→ **The task**
Entries follow. Give back exactly the lines starting at the one containing "1532px,1082px 1585px,1094px 1582px,1098px" and ending at the one containing "1595px,975px 1601px,972px 1624px,934px", and no other lines.

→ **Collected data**
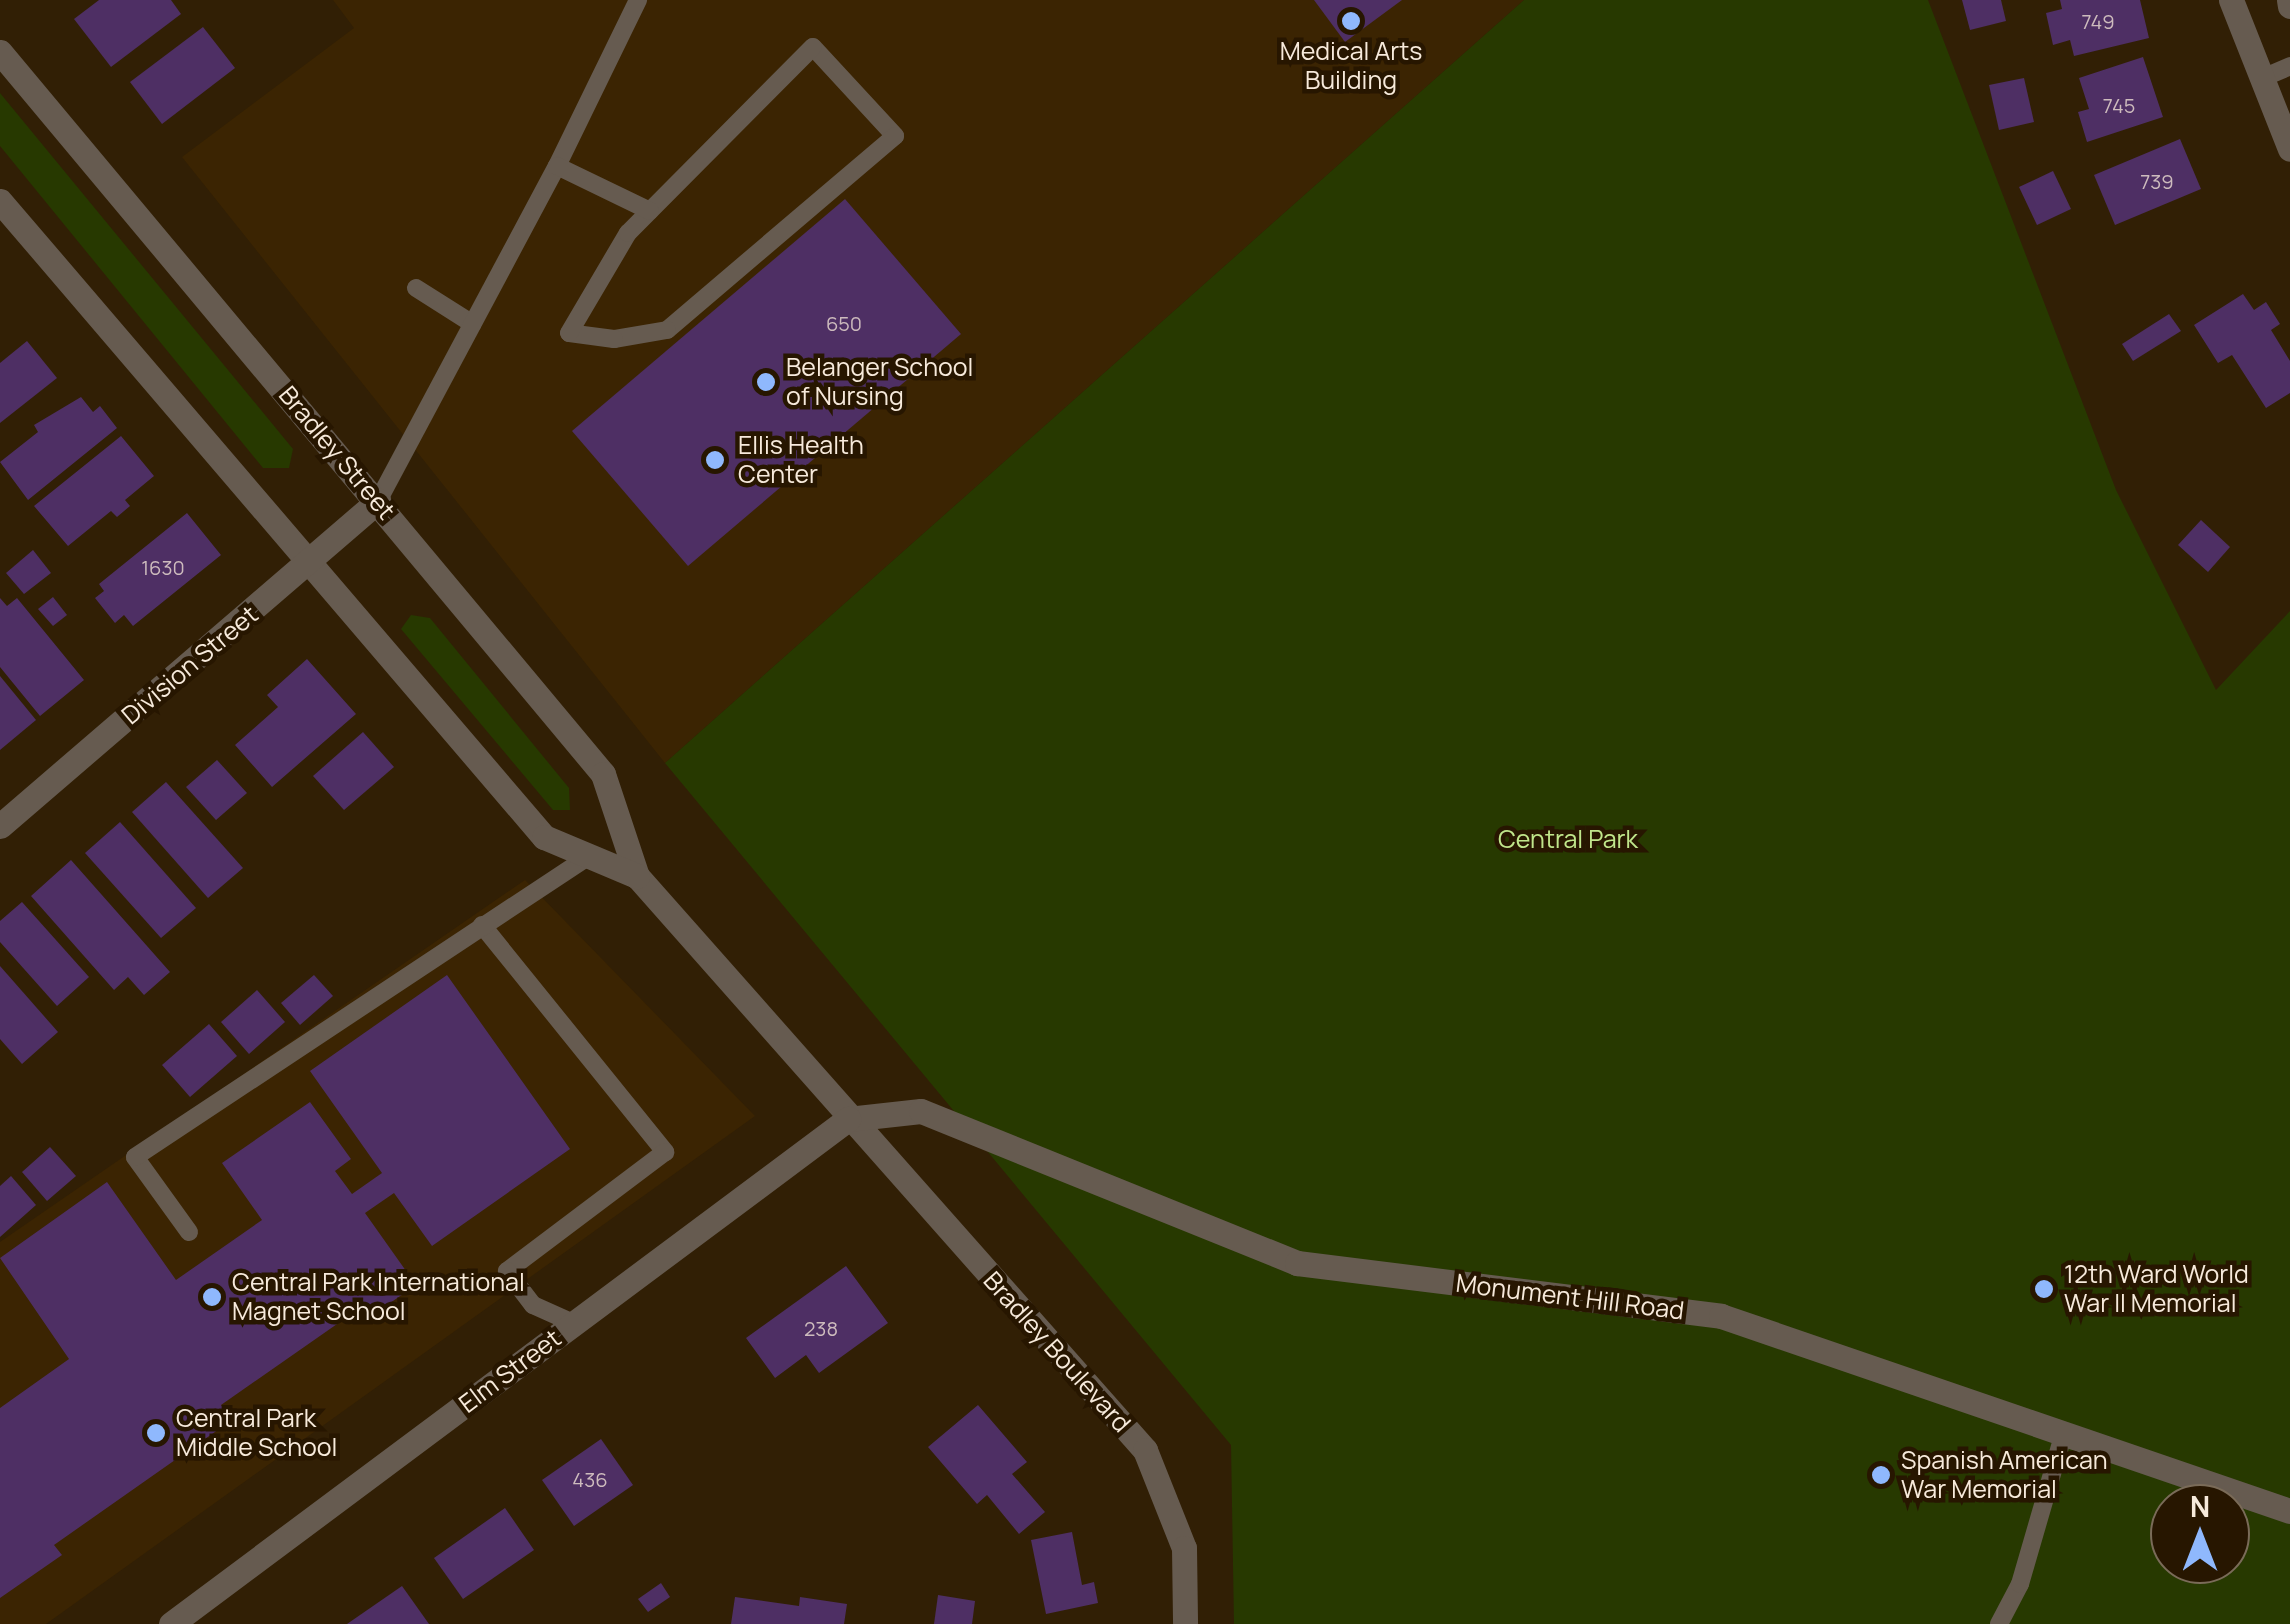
<!DOCTYPE html>
<html>
<head>
<meta charset="utf-8">
<style>
  body { margin:0 }
  #map { position:relative; width:2290px; height:1624px; overflow:hidden; background:#311f05; font-family:Manrope,sans-serif }
  div>[style] { position:absolute }
  .built>* { inset:0; background:#3b2402 }
  .green>* { inset:0; background:#273900 }
  .building>* { inset:0; background:#4e2f64 }
  .service>* { height:18px; margin:-9px; padding:0 9px; transform-origin:9px; border-radius:9px; background:#665b50 }
  .minor>* { height:25px; margin:-12.5px; padding:0 12.5px; transform-origin:12.5px; border-radius:12.5px; background:#665b50 }
  .dots>* { width:28px; height:28px; translate:-50% -50%; box-sizing:border-box; border:5px solid #271600; border-radius:50% }
  span { translate:-50% -50%; white-space:nowrap; text-align:center; line-height:1.15; -webkit-text-stroke:9px #271600; paint-order:stroke }
  .number-label { font-size:20px; color:#cdbbbd }
  .number-label span { -webkit-text-stroke-width:0 }
  .poi-label { font-size:25px; color:#f7eadb }
  .left { translate:0 -50%; text-align:left }
  .street-label { font-size:25px; color:#f7eadb }
  .park-label { font-size:25px; color:#c0e68b }
  .north { position:absolute; left:2150px; top:1484px; width:100px; height:100px; box-sizing:border-box; background:#271600; border:2px solid #7a6b58; border-radius:50%; rotate:0deg; font-size:28px; font-weight:700; line-height:40px; text-align:center; color:#f7eadb }
  .north::after { content:''; display:block; margin:auto; width:35px; height:45px; background:#8fb8fd; clip-path:polygon(50% 0,100% 100%,50% 72%,0 100%) }
</style>
</head>
<body>
<div id="map">
  <div class="built">
    <div style="clip-path:polygon(333px 0,1524px 0,665px 763px,182px 157px,354px 28px)"></div>
    <div style="clip-path:polygon(525px 880px,755px 1116px,46px 1624px,0 1624px,0 1242px)"></div>
  </div>
  <div class="green">
    <div style="clip-path:polygon(evenodd,1524px 0,1928px 0,2116px 490px,2216px 690px,2290px 611px,2290px 1624px,1234px 1624px,1231px 1445px,665px 763px,1524px 0,2170px 1504px,2230px 1504px,2230px 1564px,2170px 1564px,2170px 1504px)"></div>
    <div style="clip-path:polygon(0 93px,293px 449px,289px 468px,263px 468px,0 146px)"></div>
    <div style="clip-path:polygon(411px 615px,430px 618px,569px 788px,570px 810px,553px 810px,401px 629px)"></div>
  </div>
  <div class="building">
    <div style="clip-path:polygon(99px 0,171px 0,181px 14px,111px 67px,74px 19px)"></div>
    <div style="clip-path:polygon(1314px 0,1402px 0,1345px 42px)"></div>
    <div style="clip-path:polygon(1962px 0,2001px 0,2006px 21px,1970px 30px)"></div>
    <div style="clip-path:polygon(2060px 0,2140px 0,2149px 38px,2074px 56px,2070px 40px,2053px 45px,2046px 13px,2062px 9px)"></div>
    <div style="clip-path:polygon(203px 27px,235px 68px,162px 124px,130px 82px)"></div>
    <div style="clip-path:polygon(2143px 57px,2163px 117px,2087px 142px,2078px 112px,2089px 109px,2079px 78px)"></div>
    <div style="clip-path:polygon(2024px 78px,2034px 122px,1999px 130px,1989px 85px)"></div>
    <div style="clip-path:polygon(2180px 139px,2201px 189px,2115px 225px,2094px 175px)"></div>
    <div style="clip-path:polygon(2053px 171px,2071px 209px,2037px 225px,2019px 187px)"></div>
    <div style="clip-path:polygon(845px 199px,961px 334px,688px 566px,572px 431px)"></div>
    <div style="clip-path:polygon(2243px 294px,2254px 310px,2266px 302px,2280px 324px,2271px 330px,2290px 361px,2290px 393px,2266px 408px,2232px 355px,2218px 363px,2194px 325px)"></div>
    <div style="clip-path:polygon(2169px 314px,2181px 331px,2133px 361px,2122px 344px)"></div>
    <div style="clip-path:polygon(27px 341px,57px 378px,0 423px,0 363px)"></div>
    <div style="clip-path:polygon(81px 397px,93px 412px,100px 406px,117px 428px,28px 500px,0 462px,38px 432px,34px 425px)"></div>
    <div style="clip-path:polygon(121px 436px,154px 476px,125px 500px,130px 506px,117px 517px,111px 511px,68px 546px,34px 506px)"></div>
    <div style="clip-path:polygon(187px 513px,221px 555px,133px 626px,124px 615px,115px 623px,95px 598px,104px 591px,99px 584px)"></div>
    <div style="clip-path:polygon(2201px 520px,2230px 547px,2208px 572px,2178px 545px)"></div>
    <div style="clip-path:polygon(33px 550px,51px 573px,24px 594px,6px 573px)"></div>
    <div style="clip-path:polygon(53px 597px,67px 615px,53px 626px,38px 609px)"></div>
    <div style="clip-path:polygon(0 598px,7px 606px,17px 598px,84px 680px,40px 716px,0 667px)"></div>
    <div style="clip-path:polygon(307px 659px,356px 714px,272px 787px,235px 745px,278px 707px,267px 695px)"></div>
    <div style="clip-path:polygon(0 676px,36px 720px,0 750px)"></div>
    <div style="clip-path:polygon(363px 732px,394px 767px,344px 810px,313px 776px)"></div>
    <div style="clip-path:polygon(217px 760px,247px 793px,216px 820px,186px 787px)"></div>
    <div style="clip-path:polygon(166px 782px,243px 868px,208px 898px,132px 812px)"></div>
    <div style="clip-path:polygon(120px 822px,196px 908px,161px 938px,85px 853px)"></div>
    <div style="clip-path:polygon(71px 860px,170px 972px,144px 995px,128px 977px,114px 990px,31px 896px)"></div>
    <div style="clip-path:polygon(22px 902px,89px 977px,57px 1006px,0 942px,0 921px)"></div>
    <div style="clip-path:polygon(0 966px,58px 1032px,22px 1064px,0 1039px)"></div>
    <div style="clip-path:polygon(314px 975px,333px 996px,300px 1025px,281px 1003px)"></div>
    <div style="clip-path:polygon(447px 975px,570px 1149px,432px 1246px,394px 1193px,365px 1213px,416px 1285px,367px 1319px,360px 1308px,221px 1405px,232px 1420px,54px 1545px,62px 1555px,0 1598px,0 1408px,69px 1359px,0 1258px,107px 1182px,176px 1280px,262px 1220px,222px 1163px,310px 1102px,351px 1159px,335px 1171px,352px 1194px,382px 1173px,310px 1071px)"></div>
    <div style="clip-path:polygon(257px 990px,285px 1022px,249px 1054px,221px 1022px)"></div>
    <div style="clip-path:polygon(209px 1024px,237px 1056px,190px 1097px,162px 1065px)"></div>
    <div style="clip-path:polygon(50px 1147px,76px 1176px,47px 1201px,22px 1172px)"></div>
    <div style="clip-path:polygon(11px 1176px,36px 1205px,0 1237px,0 1186px)"></div>
    <div style="clip-path:polygon(846px 1266px,888px 1323px,819px 1373px,806px 1355px,775px 1378px,746px 1338px)"></div>
    <div style="clip-path:polygon(978px 1405px,1027px 1462px,1012px 1474px,1045px 1512px,1019px 1534px,987px 1495px,977px 1504px,928px 1447px)"></div>
    <div style="clip-path:polygon(601px 1439px,633px 1485px,574px 1526px,542px 1480px)"></div>
    <div style="clip-path:polygon(505px 1508px,534px 1550px,463px 1599px,434px 1558px)"></div>
    <div style="clip-path:polygon(1072px 1532px,1082px 1585px,1094px 1582px,1098px 1603px,1046px 1614px,1031px 1540px)"></div>
    <div style="clip-path:polygon(661px 1583px,670px 1597px,648px 1612px,638px 1599px)"></div>
    <div style="clip-path:polygon(402px 1586px,429px 1624px,347px 1624px)"></div>
    <div style="clip-path:polygon(938px 1595px,975px 1601px,972px 1624px,934px 1624px)"></div>
    <div style="clip-path:polygon(735px 1597px,799px 1606px,800px 1597px,847px 1604px,844px 1624px,731px 1624px)"></div>
  </div>
  <div class="service">
    <div style="left:813px;top:47px;width:121px;rotate:47.3deg"></div>
    <div style="left:895px;top:136px;width:299px;rotate:139.6deg"></div>
    <div style="left:667px;top:330px;width:54px;rotate:170.4deg"></div>
    <div style="left:614px;top:339px;width:45px;rotate:-172.4deg"></div>
    <div style="left:569px;top:333px;width:116px;rotate:-59.5deg"></div>
    <div style="left:628px;top:233px;width:262px;rotate:-45.2deg"></div>
    <div style="left:2260px;top:79px;width:33px;rotate:-23deg"></div>
    <div style="left:557px;top:166px;width:185px;rotate:-64deg"></div>
    <div style="left:416px;top:288px;width:67px;rotate:32.3deg"></div>
    <div style="left:378px;top:501px;width:380px;rotate:-61.9deg"></div>
    <div style="left:557px;top:166px;width:103px;rotate:25.8deg"></div>
    <div style="left:482px;top:925px;width:292px;rotate:51.1deg"></div>
    <div style="left:665px;top:1152px;width:198px;rotate:143deg"></div>
    <div style="left:507px;top:1271px;width:43px;rotate:52.6deg"></div>
    <div style="left:533px;top:1305px;width:44px;rotate:24.2deg"></div>
    <div style="left:189px;top:1232px;width:92px;rotate:-125.8deg"></div>
    <div style="left:135px;top:1157px;width:545px;rotate:-33.54deg"></div>
    <div style="left:1999px;top:1624px;width:45px;rotate:-62.3deg"></div>
    <div style="left:2020px;top:1584px;width:154px;rotate:-73.8deg"></div>
  </div>
  <div class="minor">
    <div style="left:2231px;top:0;width:160px;rotate:68.4deg"></div>
    <div style="left:2289px;top:0;width:6px;rotate:81deg"></div>
    <div style="left:0;top:52px;width:941px;rotate:50.13deg"></div>
    <div style="left:603px;top:774px;width:108px;rotate:71.6deg"></div>
    <div style="left:637px;top:876px;width:767px;rotate:48.49deg"></div>
    <div style="left:1145px;top:1450px;width:105px;rotate:68.3deg"></div>
    <div style="left:1184px;top:1548px;width:76px;rotate:89.2deg"></div>
    <div style="left:0;top:201px;width:837px;rotate:49.46deg"></div>
    <div style="left:544px;top:837px;width:101px;rotate:22.8deg"></div>
    <div style="left:0;top:826px;width:499px;rotate:-40.7deg"></div>
    <div style="left:848px;top:1119px;width:73px;rotate:-6.3deg"></div>
    <div style="left:921px;top:1111px;width:406px;rotate:22deg"></div>
    <div style="left:1297px;top:1263px;width:427px;rotate:7.1deg"></div>
    <div style="left:1721px;top:1316px;width:601px;rotate:18.92deg"></div>
    <div style="left:171px;top:1624px;width:845px;rotate:-36.72deg"></div>
  </div>
  <div class="dots">
    <div style="left:1351px;top:21px;background:#8fb8fd"></div>
    <div style="left:766px;top:382px;background:#8fb8fd"></div>
    <div style="left:715px;top:460px;background:#8fb8fd"></div>
    <div style="left:2044px;top:1289px;background:#8fb8fd"></div>
    <div style="left:212px;top:1297px;background:#8fb8fd"></div>
    <div style="left:156px;top:1433px;background:#8fb8fd"></div>
    <div style="left:1881px;top:1475px;background:#8fb8fd"></div>
  </div>
  <div class="number-label">
    <span style="left:2098px;top:21px">749</span>
    <span style="left:2119px;top:105px">745</span>
    <span style="left:2157px;top:181px">739</span>
    <span style="left:844px;top:323px">650</span>
    <span style="left:163px;top:567px">1630</span>
    <span style="left:821px;top:1328px">238</span>
    <span style="left:590px;top:1479px">436</span>
  </div>
  <div class="poi-label">
    <span style="left:1351px;top:66px">Medical Arts<br>Building</span>
    <span class="left" style="left:786px;top:382px">Belanger School<br>of Nursing</span>
    <span class="left" style="left:738px;top:460px">Ellis Health<br>Center</span>
    <span class="left" style="left:2064px;top:1289px">12th Ward World<br>War II Memorial</span>
    <span class="left" style="left:232px;top:1297px">Central Park International<br>Magnet School</span>
    <span class="left" style="left:176px;top:1433px">Central Park<br>Middle School</span>
    <span class="left" style="left:1901px;top:1475px">Spanish American<br>War Memorial</span>
  </div>
  <div class="street-label">
    <span style="left:337px;top:453px;rotate:50deg">Bradley Street</span>
    <span style="left:190px;top:665px;rotate:-40deg">Division Street</span>
    <span style="left:1570px;top:1297px;rotate:7deg">Monument Hill Road</span>
    <span style="left:1057px;top:1352px;rotate:48deg">Bradley Boulevard</span>
    <span style="left:510px;top:1371px;rotate:-37deg">Elm Street</span>
  </div>
  <div class="park-label">
    <span style="left:1568px;top:839px">Central Park</span>
  </div>
  <div class="north">N</div>
</div>
</body>
</html>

→ **Your response**
    <div style="clip-path:polygon(1072px 1532px,1082px 1585px,1094px 1582px,1098px 1603px,1046px 1614px,1031px 1540px)"></div>
    <div style="clip-path:polygon(661px 1583px,670px 1597px,648px 1612px,638px 1599px)"></div>
    <div style="clip-path:polygon(402px 1586px,429px 1624px,347px 1624px)"></div>
    <div style="clip-path:polygon(938px 1595px,975px 1601px,972px 1624px,934px 1624px)"></div>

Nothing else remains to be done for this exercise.